Some of the credit for her still-growing popularity and established place in the mainstream comics world — most recently as a writer on Marvel's Thor and Runaways — comes from her ubiquity online, drawing much-circulated silly pop-culture spoofs like the ones that reimagined the Lord Of The Rings characters as sullen hipsters. Still more of her popularity emerged from her willingness to bare herself to her fans, posting frequently about feminism, politics and creativity, and occasionally drawing comics on darker personal issues, like depression and loneliness.
But much of the credit for her flowering career can be laid at Nimona's feet. It's a perfect storm of a series: Much like Jeff Smith's Bone, it starts in a goofy, accessible place before deepening into a morally and emotionally complicated fantasy. It goes in thrillingly unpredictable directions not hinted at in the early pages. And by the end, it's become a gripping horror story, threatening the relationships and lives of characters whose prickly distance from each other just makes their relationships seem more appealing.
The collected edition of Nimona features minor revisions to the opening pages, to bring the art into line with Stevenson's later designs. But it keeps the story and most of the script intact just as it first ran online. Ebullient, energetic shapeshifter Nimona presents herself to supervillain Ballister Blackheart, claiming she's been assigned as his sidekick. Even after exposing her ruse, he takes her along on his latest mission to avenge himself against The Institute, which raised him and then betrayed and ejected him.
The story takes place in a proto-medieval yet high-tech society full of mad science and noble knights; it's a grab-bag mythos that often seems to encompass whatever feels appropriate in the moment. Initially, it also seems arch and tongue-in-cheek. Blackheart's nemesis, the Institute's chief knight, is a poncy blond who goes by Sir Goldenloin, and spouts lines like "Unhand that science!" and "We've got to fight because that's my job!" Goldenloin clearly thinks of himself as a chivalric storybook hero, with Ballister, his fallen former best friend, as a mustache-twiddling baddie to be bested amid banter.

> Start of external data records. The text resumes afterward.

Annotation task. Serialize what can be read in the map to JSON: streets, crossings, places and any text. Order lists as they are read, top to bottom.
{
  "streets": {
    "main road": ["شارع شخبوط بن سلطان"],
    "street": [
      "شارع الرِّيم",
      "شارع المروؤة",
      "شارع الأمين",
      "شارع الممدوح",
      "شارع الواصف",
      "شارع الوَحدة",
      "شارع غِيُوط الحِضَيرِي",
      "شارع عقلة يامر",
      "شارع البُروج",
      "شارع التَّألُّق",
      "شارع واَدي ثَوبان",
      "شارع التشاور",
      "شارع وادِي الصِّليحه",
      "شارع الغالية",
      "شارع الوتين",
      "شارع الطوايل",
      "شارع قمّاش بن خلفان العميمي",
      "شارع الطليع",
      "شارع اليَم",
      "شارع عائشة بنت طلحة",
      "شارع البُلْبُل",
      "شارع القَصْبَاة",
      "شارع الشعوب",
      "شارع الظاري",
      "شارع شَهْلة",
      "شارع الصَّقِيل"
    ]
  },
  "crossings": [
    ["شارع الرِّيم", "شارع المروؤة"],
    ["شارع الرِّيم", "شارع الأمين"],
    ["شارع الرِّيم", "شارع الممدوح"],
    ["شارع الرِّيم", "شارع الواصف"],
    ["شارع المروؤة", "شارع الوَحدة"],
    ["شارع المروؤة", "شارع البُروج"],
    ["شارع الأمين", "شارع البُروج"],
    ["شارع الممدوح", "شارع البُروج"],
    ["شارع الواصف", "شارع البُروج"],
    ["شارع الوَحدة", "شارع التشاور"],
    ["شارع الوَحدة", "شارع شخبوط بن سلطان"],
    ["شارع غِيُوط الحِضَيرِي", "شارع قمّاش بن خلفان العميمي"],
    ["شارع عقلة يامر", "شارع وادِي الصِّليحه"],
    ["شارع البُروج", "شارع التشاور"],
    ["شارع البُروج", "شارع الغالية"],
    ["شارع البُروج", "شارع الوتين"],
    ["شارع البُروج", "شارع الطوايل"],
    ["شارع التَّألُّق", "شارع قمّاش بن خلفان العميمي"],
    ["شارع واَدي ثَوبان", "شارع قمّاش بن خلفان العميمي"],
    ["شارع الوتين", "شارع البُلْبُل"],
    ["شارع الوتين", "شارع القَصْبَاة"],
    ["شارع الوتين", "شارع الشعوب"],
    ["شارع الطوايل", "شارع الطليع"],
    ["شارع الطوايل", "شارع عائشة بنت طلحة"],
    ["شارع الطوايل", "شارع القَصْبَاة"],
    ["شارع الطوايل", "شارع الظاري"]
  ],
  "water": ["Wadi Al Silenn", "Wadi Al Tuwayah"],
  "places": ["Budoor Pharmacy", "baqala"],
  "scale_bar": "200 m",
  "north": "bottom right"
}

But Nimona rapidly changes the rules, proving more bloodthirsty and violent than the story seems to warrant, or than Goldenloin and Blackheart can accept. As Stevenson's art becomes more complicated, and the colors become richer, the tone and focus change rapidly. What starts as Nimona's story — a cute wish-fulfillment lark about a refreshingly chubby girl with magic powers and a subversively unladylike attitude — soon becomes Blackheart's story, about a betrayed and bitter man who has to rise to the challenge of saving his kingdom, his doltish former lover, and if possible, the sidekick who doesn't want to be saved.
Nimona is a perpetual surprise. It's still puckish even when it turns grim, but for something that starts out so lighthearted and silly, it's astonishingly intense. It's filled with shocks and sudden reversals that drove the webcomics fandom to distraction when these pages were being doled out at the rate of two a week. (The fans were often so angst-stricken once things got rough that Stevenson started posting reassuring doodles on Tumblr, promising that in an alternate universe somewhere, Blackheart and Goldenloin were gay dads with Nimona as their adopted toddler.)
Collected in book form, it's a fleet-moving, breathless story that develops rapidly from a playful power fantasy into a completely different kind of story. Like Stevenson, it goes places that were hard to imagine at the beginning.
Tasha Robinson is a senior editor at The Dissolve.